Data section start

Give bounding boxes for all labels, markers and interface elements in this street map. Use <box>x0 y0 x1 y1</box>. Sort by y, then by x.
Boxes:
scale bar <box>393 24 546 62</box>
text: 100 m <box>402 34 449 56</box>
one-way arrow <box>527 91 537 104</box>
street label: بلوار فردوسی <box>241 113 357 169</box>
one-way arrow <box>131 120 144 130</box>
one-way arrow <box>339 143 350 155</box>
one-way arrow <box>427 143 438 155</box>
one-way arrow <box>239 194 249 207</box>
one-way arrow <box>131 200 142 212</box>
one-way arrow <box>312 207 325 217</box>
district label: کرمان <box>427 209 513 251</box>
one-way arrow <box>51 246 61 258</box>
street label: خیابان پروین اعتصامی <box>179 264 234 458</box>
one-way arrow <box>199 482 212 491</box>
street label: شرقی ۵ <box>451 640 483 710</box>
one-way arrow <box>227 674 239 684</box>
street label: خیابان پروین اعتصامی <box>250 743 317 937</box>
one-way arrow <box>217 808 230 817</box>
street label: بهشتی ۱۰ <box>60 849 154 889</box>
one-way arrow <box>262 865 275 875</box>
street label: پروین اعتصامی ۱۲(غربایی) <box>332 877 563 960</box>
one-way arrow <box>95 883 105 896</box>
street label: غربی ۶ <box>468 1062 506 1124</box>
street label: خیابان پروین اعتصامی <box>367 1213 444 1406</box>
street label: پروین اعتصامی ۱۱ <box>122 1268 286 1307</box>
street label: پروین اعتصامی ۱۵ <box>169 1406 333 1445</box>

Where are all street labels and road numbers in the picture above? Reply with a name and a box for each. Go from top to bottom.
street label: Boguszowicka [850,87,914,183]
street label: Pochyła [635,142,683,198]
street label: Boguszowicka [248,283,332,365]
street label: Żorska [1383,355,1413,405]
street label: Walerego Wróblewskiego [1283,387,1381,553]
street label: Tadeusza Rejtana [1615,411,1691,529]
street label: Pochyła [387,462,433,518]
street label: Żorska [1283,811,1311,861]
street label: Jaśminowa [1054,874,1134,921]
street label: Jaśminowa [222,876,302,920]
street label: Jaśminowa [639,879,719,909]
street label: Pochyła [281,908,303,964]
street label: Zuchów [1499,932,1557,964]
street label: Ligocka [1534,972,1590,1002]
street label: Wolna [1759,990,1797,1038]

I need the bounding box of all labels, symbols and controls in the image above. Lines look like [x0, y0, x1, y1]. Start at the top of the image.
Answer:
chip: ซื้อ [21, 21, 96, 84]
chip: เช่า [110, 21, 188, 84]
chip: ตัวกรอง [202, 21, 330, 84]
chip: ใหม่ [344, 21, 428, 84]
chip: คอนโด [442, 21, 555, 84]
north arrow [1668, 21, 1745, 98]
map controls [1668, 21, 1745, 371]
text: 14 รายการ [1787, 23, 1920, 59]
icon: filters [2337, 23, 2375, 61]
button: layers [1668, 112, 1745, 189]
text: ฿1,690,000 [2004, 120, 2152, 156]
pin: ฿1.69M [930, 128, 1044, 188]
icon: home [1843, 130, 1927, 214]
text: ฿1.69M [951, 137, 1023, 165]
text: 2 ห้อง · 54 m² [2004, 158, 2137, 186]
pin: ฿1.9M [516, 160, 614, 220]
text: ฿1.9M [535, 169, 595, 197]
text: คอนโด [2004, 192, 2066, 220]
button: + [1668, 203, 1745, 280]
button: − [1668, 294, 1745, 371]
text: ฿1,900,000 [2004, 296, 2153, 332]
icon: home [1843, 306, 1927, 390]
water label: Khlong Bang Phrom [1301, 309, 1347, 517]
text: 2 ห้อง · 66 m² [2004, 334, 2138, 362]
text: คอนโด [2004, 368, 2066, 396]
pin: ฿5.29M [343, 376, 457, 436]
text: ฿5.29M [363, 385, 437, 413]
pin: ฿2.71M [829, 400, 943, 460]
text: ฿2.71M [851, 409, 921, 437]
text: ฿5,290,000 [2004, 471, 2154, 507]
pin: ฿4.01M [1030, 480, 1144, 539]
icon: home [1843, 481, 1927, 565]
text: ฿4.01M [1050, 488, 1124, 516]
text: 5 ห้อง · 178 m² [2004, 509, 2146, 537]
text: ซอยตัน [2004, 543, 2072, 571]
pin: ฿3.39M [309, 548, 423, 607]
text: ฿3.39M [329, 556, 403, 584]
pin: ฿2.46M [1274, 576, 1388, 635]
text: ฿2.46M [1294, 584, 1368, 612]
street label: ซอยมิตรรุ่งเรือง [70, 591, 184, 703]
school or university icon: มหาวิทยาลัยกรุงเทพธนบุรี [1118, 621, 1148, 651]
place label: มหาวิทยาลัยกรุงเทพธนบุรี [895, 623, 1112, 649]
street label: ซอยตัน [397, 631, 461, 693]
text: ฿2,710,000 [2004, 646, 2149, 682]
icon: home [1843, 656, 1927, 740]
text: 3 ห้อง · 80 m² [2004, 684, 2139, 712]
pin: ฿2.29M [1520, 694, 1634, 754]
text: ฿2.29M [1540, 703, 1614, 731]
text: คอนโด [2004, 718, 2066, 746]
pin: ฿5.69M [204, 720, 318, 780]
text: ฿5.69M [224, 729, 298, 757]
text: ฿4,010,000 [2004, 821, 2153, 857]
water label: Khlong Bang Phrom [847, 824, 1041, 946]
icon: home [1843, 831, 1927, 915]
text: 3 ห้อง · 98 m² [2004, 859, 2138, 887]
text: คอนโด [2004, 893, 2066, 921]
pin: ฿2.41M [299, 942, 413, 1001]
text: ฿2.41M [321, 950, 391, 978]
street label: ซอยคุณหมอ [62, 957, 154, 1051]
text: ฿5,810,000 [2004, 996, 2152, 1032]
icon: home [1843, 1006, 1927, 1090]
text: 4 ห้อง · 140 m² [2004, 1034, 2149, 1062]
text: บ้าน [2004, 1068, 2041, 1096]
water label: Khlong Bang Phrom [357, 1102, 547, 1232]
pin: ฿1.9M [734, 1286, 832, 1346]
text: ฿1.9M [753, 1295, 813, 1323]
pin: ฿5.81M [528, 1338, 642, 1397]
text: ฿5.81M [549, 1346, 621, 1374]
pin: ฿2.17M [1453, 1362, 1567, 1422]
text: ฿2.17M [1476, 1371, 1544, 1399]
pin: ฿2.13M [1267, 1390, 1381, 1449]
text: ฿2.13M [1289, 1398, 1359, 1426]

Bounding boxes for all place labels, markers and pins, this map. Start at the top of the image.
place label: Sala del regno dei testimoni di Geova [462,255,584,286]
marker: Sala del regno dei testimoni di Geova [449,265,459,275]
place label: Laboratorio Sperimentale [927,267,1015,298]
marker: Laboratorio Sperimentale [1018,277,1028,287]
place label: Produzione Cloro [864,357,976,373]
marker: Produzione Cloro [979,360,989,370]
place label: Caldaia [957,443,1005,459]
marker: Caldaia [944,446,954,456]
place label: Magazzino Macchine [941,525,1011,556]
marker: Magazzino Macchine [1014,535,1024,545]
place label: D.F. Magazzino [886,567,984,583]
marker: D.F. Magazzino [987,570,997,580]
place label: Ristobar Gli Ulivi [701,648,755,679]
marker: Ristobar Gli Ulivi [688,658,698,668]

Data section end

### About this exercise:
Copy each line above exactly as it stands.

### Task result:
Give bounding boxes for all labels, markers and interface elements in this street map. Use <box>x0 y0 x1 y1</box>. Sort by y, then by x.
Boxes:
scale bar <box>393 24 546 62</box>
text: 100 m <box>402 34 449 56</box>
one-way arrow <box>527 91 537 104</box>
street label: بلوار فردوسی <box>241 113 357 169</box>
one-way arrow <box>131 120 144 130</box>
one-way arrow <box>339 143 350 155</box>
one-way arrow <box>427 143 438 155</box>
one-way arrow <box>239 194 249 207</box>
one-way arrow <box>131 200 142 212</box>
one-way arrow <box>312 207 325 217</box>
district label: کرمان <box>427 209 513 251</box>
one-way arrow <box>51 246 61 258</box>
street label: خیابان پروین اعتصامی <box>179 264 234 458</box>
one-way arrow <box>199 482 212 491</box>
street label: شرقی ۵ <box>451 640 483 710</box>
one-way arrow <box>227 674 239 684</box>
street label: خیابان پروین اعتصامی <box>250 743 317 937</box>
one-way arrow <box>217 808 230 817</box>
street label: بهشتی ۱۰ <box>60 849 154 889</box>
one-way arrow <box>262 865 275 875</box>
street label: پروین اعتصامی ۱۲(غربایی) <box>332 877 563 960</box>
one-way arrow <box>95 883 105 896</box>
street label: غربی ۶ <box>468 1062 506 1124</box>
street label: خیابان پروین اعتصامی <box>367 1213 444 1406</box>
street label: پروین اعتصامی ۱۱ <box>122 1268 286 1307</box>
street label: پروین اعتصامی ۱۵ <box>169 1406 333 1445</box>

Where are all street labels and road numbers in the picture above? Reply with a name and a box for each. Go from top to bottom.
street label: Boguszowicka [850,87,914,183]
street label: Pochyła [635,142,683,198]
street label: Boguszowicka [248,283,332,365]
street label: Żorska [1383,355,1413,405]
street label: Walerego Wróblewskiego [1283,387,1381,553]
street label: Tadeusza Rejtana [1615,411,1691,529]
street label: Pochyła [387,462,433,518]
street label: Żorska [1283,811,1311,861]
street label: Jaśminowa [1054,874,1134,921]
street label: Jaśminowa [222,876,302,920]
street label: Jaśminowa [639,879,719,909]
street label: Pochyła [281,908,303,964]
street label: Zuchów [1499,932,1557,964]
street label: Ligocka [1534,972,1590,1002]
street label: Wolna [1759,990,1797,1038]

I need the bounding box of all labels, symbols and controls in the image above. Lines look like [x0, y0, x1, y1]. Start at the top of the image.
Answer:
chip: ซื้อ [21, 21, 96, 84]
chip: เช่า [110, 21, 188, 84]
chip: ตัวกรอง [202, 21, 330, 84]
chip: ใหม่ [344, 21, 428, 84]
chip: คอนโด [442, 21, 555, 84]
north arrow [1668, 21, 1745, 98]
map controls [1668, 21, 1745, 371]
text: 14 รายการ [1787, 23, 1920, 59]
icon: filters [2337, 23, 2375, 61]
button: layers [1668, 112, 1745, 189]
text: ฿1,690,000 [2004, 120, 2152, 156]
pin: ฿1.69M [930, 128, 1044, 188]
icon: home [1843, 130, 1927, 214]
text: ฿1.69M [951, 137, 1023, 165]
text: 2 ห้อง · 54 m² [2004, 158, 2137, 186]
pin: ฿1.9M [516, 160, 614, 220]
text: ฿1.9M [535, 169, 595, 197]
text: คอนโด [2004, 192, 2066, 220]
button: + [1668, 203, 1745, 280]
button: − [1668, 294, 1745, 371]
text: ฿1,900,000 [2004, 296, 2153, 332]
icon: home [1843, 306, 1927, 390]
water label: Khlong Bang Phrom [1301, 309, 1347, 517]
text: 2 ห้อง · 66 m² [2004, 334, 2138, 362]
text: คอนโด [2004, 368, 2066, 396]
pin: ฿5.29M [343, 376, 457, 436]
text: ฿5.29M [363, 385, 437, 413]
pin: ฿2.71M [829, 400, 943, 460]
text: ฿2.71M [851, 409, 921, 437]
text: ฿5,290,000 [2004, 471, 2154, 507]
pin: ฿4.01M [1030, 480, 1144, 539]
icon: home [1843, 481, 1927, 565]
text: ฿4.01M [1050, 488, 1124, 516]
text: 5 ห้อง · 178 m² [2004, 509, 2146, 537]
text: ซอยตัน [2004, 543, 2072, 571]
pin: ฿3.39M [309, 548, 423, 607]
text: ฿3.39M [329, 556, 403, 584]
pin: ฿2.46M [1274, 576, 1388, 635]
text: ฿2.46M [1294, 584, 1368, 612]
street label: ซอยมิตรรุ่งเรือง [70, 591, 184, 703]
school or university icon: มหาวิทยาลัยกรุงเทพธนบุรี [1118, 621, 1148, 651]
place label: มหาวิทยาลัยกรุงเทพธนบุรี [895, 623, 1112, 649]
street label: ซอยตัน [397, 631, 461, 693]
text: ฿2,710,000 [2004, 646, 2149, 682]
icon: home [1843, 656, 1927, 740]
text: 3 ห้อง · 80 m² [2004, 684, 2139, 712]
pin: ฿2.29M [1520, 694, 1634, 754]
text: ฿2.29M [1540, 703, 1614, 731]
text: คอนโด [2004, 718, 2066, 746]
pin: ฿5.69M [204, 720, 318, 780]
text: ฿5.69M [224, 729, 298, 757]
text: ฿4,010,000 [2004, 821, 2153, 857]
water label: Khlong Bang Phrom [847, 824, 1041, 946]
icon: home [1843, 831, 1927, 915]
text: 3 ห้อง · 98 m² [2004, 859, 2138, 887]
text: คอนโด [2004, 893, 2066, 921]
pin: ฿2.41M [299, 942, 413, 1001]
text: ฿2.41M [321, 950, 391, 978]
street label: ซอยคุณหมอ [62, 957, 154, 1051]
text: ฿5,810,000 [2004, 996, 2152, 1032]
icon: home [1843, 1006, 1927, 1090]
text: 4 ห้อง · 140 m² [2004, 1034, 2149, 1062]
text: บ้าน [2004, 1068, 2041, 1096]
water label: Khlong Bang Phrom [357, 1102, 547, 1232]
pin: ฿1.9M [734, 1286, 832, 1346]
text: ฿1.9M [753, 1295, 813, 1323]
pin: ฿5.81M [528, 1338, 642, 1397]
text: ฿5.81M [549, 1346, 621, 1374]
pin: ฿2.17M [1453, 1362, 1567, 1422]
text: ฿2.17M [1476, 1371, 1544, 1399]
pin: ฿2.13M [1267, 1390, 1381, 1449]
text: ฿2.13M [1289, 1398, 1359, 1426]

Bounding boxes for all place labels, markers and pins, this map. Start at the top of the image.
place label: Sala del regno dei testimoni di Geova [462,255,584,286]
marker: Sala del regno dei testimoni di Geova [449,265,459,275]
place label: Laboratorio Sperimentale [927,267,1015,298]
marker: Laboratorio Sperimentale [1018,277,1028,287]
place label: Produzione Cloro [864,357,976,373]
marker: Produzione Cloro [979,360,989,370]
place label: Caldaia [957,443,1005,459]
marker: Caldaia [944,446,954,456]
place label: Magazzino Macchine [941,525,1011,556]
marker: Magazzino Macchine [1014,535,1024,545]
place label: D.F. Magazzino [886,567,984,583]
marker: D.F. Magazzino [987,570,997,580]
place label: Ristobar Gli Ulivi [701,648,755,679]
marker: Ristobar Gli Ulivi [688,658,698,668]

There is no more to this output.